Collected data
========================
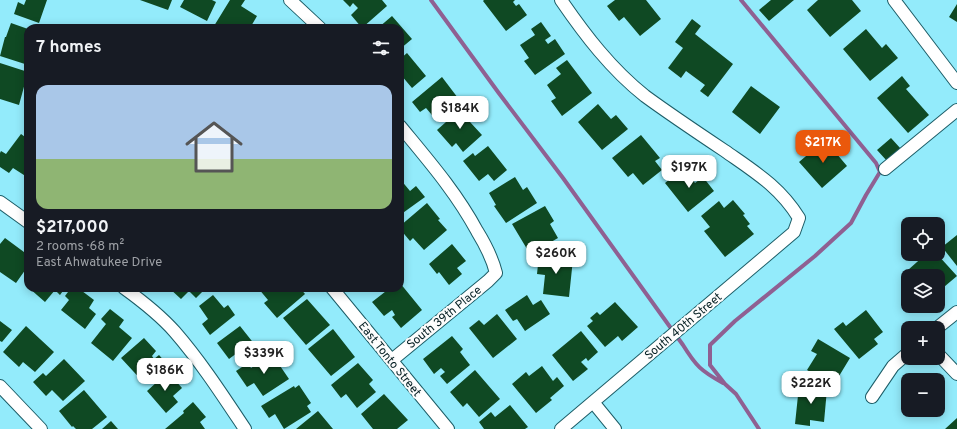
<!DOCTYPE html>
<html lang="en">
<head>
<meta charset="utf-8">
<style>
	:root { --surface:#171b24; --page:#20242c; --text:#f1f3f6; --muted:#9ea1a6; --line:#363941; --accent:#ea580c }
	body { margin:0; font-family:Overpass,sans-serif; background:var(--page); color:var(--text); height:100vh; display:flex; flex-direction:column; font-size:15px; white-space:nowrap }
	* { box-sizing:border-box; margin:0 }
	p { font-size:13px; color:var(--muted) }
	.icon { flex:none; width:22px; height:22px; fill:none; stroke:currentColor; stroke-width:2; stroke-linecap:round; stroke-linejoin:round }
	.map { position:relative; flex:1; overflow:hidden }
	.drawer { position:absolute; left:24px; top:24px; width:380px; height:268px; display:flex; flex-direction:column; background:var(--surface); border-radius:12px; box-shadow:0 2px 10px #0003 }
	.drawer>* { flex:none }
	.fabs { position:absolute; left:901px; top:217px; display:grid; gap:8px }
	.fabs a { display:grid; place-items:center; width:44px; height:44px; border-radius:8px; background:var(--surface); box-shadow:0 2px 10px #0003; font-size:20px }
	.price { position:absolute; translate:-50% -34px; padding:0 9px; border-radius:8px; background:#fff; color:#222; font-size:13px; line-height:26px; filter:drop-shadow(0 1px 2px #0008) }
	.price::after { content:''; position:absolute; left:50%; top:24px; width:12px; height:9px; margin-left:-6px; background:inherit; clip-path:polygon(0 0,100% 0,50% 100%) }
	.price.current { background:var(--accent); color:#fff }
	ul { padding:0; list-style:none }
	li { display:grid; align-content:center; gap:8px; height:212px; padding:0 12px }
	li+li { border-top:1px solid var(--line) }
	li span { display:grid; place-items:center; height:124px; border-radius:12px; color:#555 }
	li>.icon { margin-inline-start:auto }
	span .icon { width:72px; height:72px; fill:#fffc; stroke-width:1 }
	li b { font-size:17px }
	h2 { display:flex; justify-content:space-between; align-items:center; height:48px; padding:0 12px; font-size:17px }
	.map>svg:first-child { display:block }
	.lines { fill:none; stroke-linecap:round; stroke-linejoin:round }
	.stream { stroke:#8f6092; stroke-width:4 }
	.building { fill:#0f4923 }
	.minor-casing { stroke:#1d5d67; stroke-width:14 }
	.minor { stroke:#fff; stroke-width:12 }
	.labels { text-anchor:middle; stroke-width:4; stroke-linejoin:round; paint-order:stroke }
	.street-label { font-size:12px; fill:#041e22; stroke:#fcfcfc }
</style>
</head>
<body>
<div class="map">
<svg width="957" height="429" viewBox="0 0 957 429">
	<rect width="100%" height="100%" fill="#93ebfb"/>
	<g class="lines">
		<path class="stream" d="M431,0l67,92 65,86 120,167c13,21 18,26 40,38
			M741,0l135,163 4,9 -14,23 -15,28 -36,33 -80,65 -25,24v20l15,19 11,10 23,35"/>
	</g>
	<path class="building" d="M26,0h21l-8,23 -25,-9 4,-12 6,3z
		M140,0h32l-4,10z
		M184,0h28l4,2 -9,19 -27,-14z
		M230,0h15l-4,6 16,10 -7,12h-33l-3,-2z
		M343,0h39l5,6 -25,22 -11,-13 7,-7 -5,-5 -3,4z
		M484,0h31l-2,2 3,4 3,-2 8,11 -21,16 -23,-30z
		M615,0h31l15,19 -21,17 -16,-19 -5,4 -12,-15z
		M771,0h23l-25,21 -10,-11z
		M818,0h34l9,11 -31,26 -23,-27z
		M957,4v18l-8,-5z
		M392,16l20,23 -12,10v-21h-22z
		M692,19l9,7 -6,8 38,30 -25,33 -8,-6 5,-6 -19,-14 -5,7 -13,-10 15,-20 -8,-6z
		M541,22l10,14 -6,4 3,4 7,-5 10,15 -30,21 -11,-14 5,-3 -9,-13 15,-10 -4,-6z
		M11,23l17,6v36l-28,-9 5,-19h1z
		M866,29l16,19 4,-4 12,14 -28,23 -27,-32z
		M407,53l19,23 -14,12 -11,-13 -1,1v-17z
		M567,60l25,33 -30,23 -11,-15 5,-3 -9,-13 14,-11 -5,-6z
		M0,63l28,9 -9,33 -19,-6z
		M902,76l8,10 -4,3 23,26 -21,18 -31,-35z
		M442,77l19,25 -24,19 -11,-13 -6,4 -8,-10z
		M751,86l29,21 -20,27 -28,-22z
		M598,104l13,15 5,-4 12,14 -26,21 -24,-28z
		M464,106l11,12 -5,4 12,13 -19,17 -7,-9 -4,4 -15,-17z
		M21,134l7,5 -1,38 -14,-9 -4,5 -9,-6v-14l1,-2 5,3z
		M641,135l19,23 -5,3 7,9 -19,15 -10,-12 -5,4 -16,-19z
		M891,138l10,11 -14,12 -10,-11z
		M825,140l22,26 -25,22 -23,-26z
		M488,146l19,24 -13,11 -6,-7 -9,7 -16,-20 10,-8 2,3z
		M686,166l9,11 -3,2 3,4 8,-6 11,14 -26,21 -23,-29z
		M515,177l8,13 4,-3 10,16 -31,20 -12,-17 2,-1 -7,-12z
		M400,179l10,12 6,-5 9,11 -25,18z
		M733,200l12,14 -2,1 7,9 -3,2 7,8 -29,23 -21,-26 6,-4 -9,-11 18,-15 5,7z
		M427,203l13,16 -2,1 9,10 -23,20 -11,-12 -3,3 -10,-12v-3z
		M545,206l9,15 -4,3 8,14 -28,16 -18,-30z
		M957,235v31l-15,-19z
		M5,238l23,17v11l-12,17 -16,-11v-28z
		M452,244l14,17 -9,7 5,6 -13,11 -10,-13 -2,2 -8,-10z
		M926,254h11l20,22 -19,16v-16h-24l-6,-6z
		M539,255l34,4 -4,38 -26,-3 2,-19 -8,-1z
		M400,283l22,27 -21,18 -9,-11 3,-2 -3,-5 -8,6 -12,-14 18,-14h10z
		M29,288h36l-5,7 -5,-5 -10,12z
		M71,288h7l16,12 -5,8 7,6 -11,15 -24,-19 8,-10 -4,-4z
		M169,288h37l-10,10 -7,-7 -8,8z
		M258,288h42l5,6 -28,24 -13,-15 4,-3z
		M213,295l11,13 4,-3 7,10 -25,20 -8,-11 6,-5 -9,-13z
		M527,295l6,10 8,-5 9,14 -25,17 -8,-12 -4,2 -8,-11z
		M307,299l23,26 -24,20 -23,-27z
		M615,302l23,25 -16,14 -4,-5 -13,11 -18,-21 6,-5 -3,-3 7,-6 3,3z
		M110,309l14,11 -5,7 13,11 -19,23 -22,-18 15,-19 -5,-5z
		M866,310l17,22 -9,7 4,5 -19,15 -25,-30 9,-7 3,4z
		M497,314l20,25 -24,19 -24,-30 10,-8 5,5z
		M0,321l12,9 -10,12 -2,-1z
		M26,326l28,26 -19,20 -12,-10 -4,5 -16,-15z
		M240,326l19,24 -15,12 -7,-9 -8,6 -12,-16z
		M333,329l22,28 -24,19 -23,-27z
		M581,331l17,21 -10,9 -2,-3 -5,4 7,7 -15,12 -21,-26z
		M452,336l11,13 -3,3 10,13 -23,19 -7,-8 5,-4 -4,-4 -7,6 -11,-15z
		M144,338l12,13 -4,5 2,3 5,-4 8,9 -22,20 -24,-26z
		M818,339l32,19 -17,28 -26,-16 10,-16 -6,-3z
		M272,354l17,25 -26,17 -9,-13 -7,4 -11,-16 12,-8 3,5z
		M64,359l21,22 -22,20 -11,-11 -6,6 -13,-14 10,-9 3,3z
		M358,363l15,17 -4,4 7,8 -19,16 -11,-14 -5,4 -10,-13z
		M542,366l11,15 4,-4 7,9 -14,12 2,2 -16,13 -24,-29 14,-12 3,4z
		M475,370l25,29 -21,18 -12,-14 -4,4 -13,-15z
		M168,372l14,16 -9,8 5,6 -12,11 -19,-22z
		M918,373l6,7h-13z
		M299,385l12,18 -4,3 4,6 -27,17 -9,-15 -6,4 -8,-12 33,-20 1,2z
		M799,386l28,3 -3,33 -14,-2v6l-15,-2z
		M84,390l23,27 -15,12h-16l-3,-3 -1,1 -13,-16z
		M384,394l24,26 -11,9h-24l-12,-15z
		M193,402l13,15 -6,5 5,7h-40l19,-16 -1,-2z
		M510,405l18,22 -3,2h-41l-5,-7 12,-10 4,5z
		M915,410h14l-8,7z
		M318,411l15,18h-37z
		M957,418v11h-12z
		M111,421l7,8h-16z"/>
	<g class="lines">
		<defs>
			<path id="minor" d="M290,0l30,28
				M561,0c24,35 50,69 84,96 26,19 53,37 80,55 30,21 55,36 74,67l-5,14 -233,197
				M894,0l63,83
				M885,169l72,-59
				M0,202l28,20
				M124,288c18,13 36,27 51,44 26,30 48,64 70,97
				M332,288l116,141
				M937,328l20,-16
				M938,354l19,20
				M392,360l96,-79 8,-8c-4,-16 -11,-29 -19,-42 -21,-39 -49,-71 -77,-105
				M0,386l41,43
				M872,397l21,-31 15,-13
				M593,402l22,27"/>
		</defs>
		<use href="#minor" class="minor-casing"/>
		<use href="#minor" class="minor"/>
	</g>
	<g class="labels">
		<g class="street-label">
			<text transform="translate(444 317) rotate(-39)" y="4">South 39th Place</text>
			<text transform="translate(683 326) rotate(-40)" y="4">South 40th Street</text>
			<text transform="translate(390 359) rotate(51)" y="4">East Tonto Street</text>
		</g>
	</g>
</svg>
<div class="fabs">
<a><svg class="icon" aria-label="locate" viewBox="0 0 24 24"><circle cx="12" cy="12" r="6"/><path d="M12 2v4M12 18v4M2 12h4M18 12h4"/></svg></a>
<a><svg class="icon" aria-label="layers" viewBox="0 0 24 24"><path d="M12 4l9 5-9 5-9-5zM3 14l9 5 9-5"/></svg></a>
<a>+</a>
<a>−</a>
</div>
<b class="price" style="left:460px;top:130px">$184K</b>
<b class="price current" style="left:823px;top:164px">$217K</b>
<b class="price" style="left:689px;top:189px">$197K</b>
<b class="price" style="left:556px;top:275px">$260K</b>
<b class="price" style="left:264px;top:375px">$339K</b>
<b class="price" style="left:165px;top:392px">$186K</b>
<b class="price" style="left:811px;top:405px">$222K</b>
<section class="drawer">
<h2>7 homes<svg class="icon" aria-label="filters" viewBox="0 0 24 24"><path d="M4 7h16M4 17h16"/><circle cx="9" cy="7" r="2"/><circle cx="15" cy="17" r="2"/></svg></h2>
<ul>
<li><span style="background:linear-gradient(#a9c7e8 60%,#8fb573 0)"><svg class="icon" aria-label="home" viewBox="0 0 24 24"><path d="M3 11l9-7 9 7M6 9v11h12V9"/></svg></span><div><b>$217,000</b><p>2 rooms · 68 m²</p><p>East Ahwatukee Drive</p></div></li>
</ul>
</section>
</div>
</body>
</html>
========================
Each line holding "radius" in the records should be copied out.

	.drawer { position:absolute; left:24px; top:24px; width:380px; height:268px; display:flex; flex-direction:column; background:var(--surface); border-radius:12px; box-shadow:0 2px 10px #0003 }
	.fabs a { display:grid; place-items:center; width:44px; height:44px; border-radius:8px; background:var(--surface); box-shadow:0 2px 10px #0003; font-size:20px }
	.price { position:absolute; translate:-50% -34px; padding:0 9px; border-radius:8px; background:#fff; color:#222; font-size:13px; line-height:26px; filter:drop-shadow(0 1px 2px #0008) }
	li span { display:grid; place-items:center; height:124px; border-radius:12px; color:#555 }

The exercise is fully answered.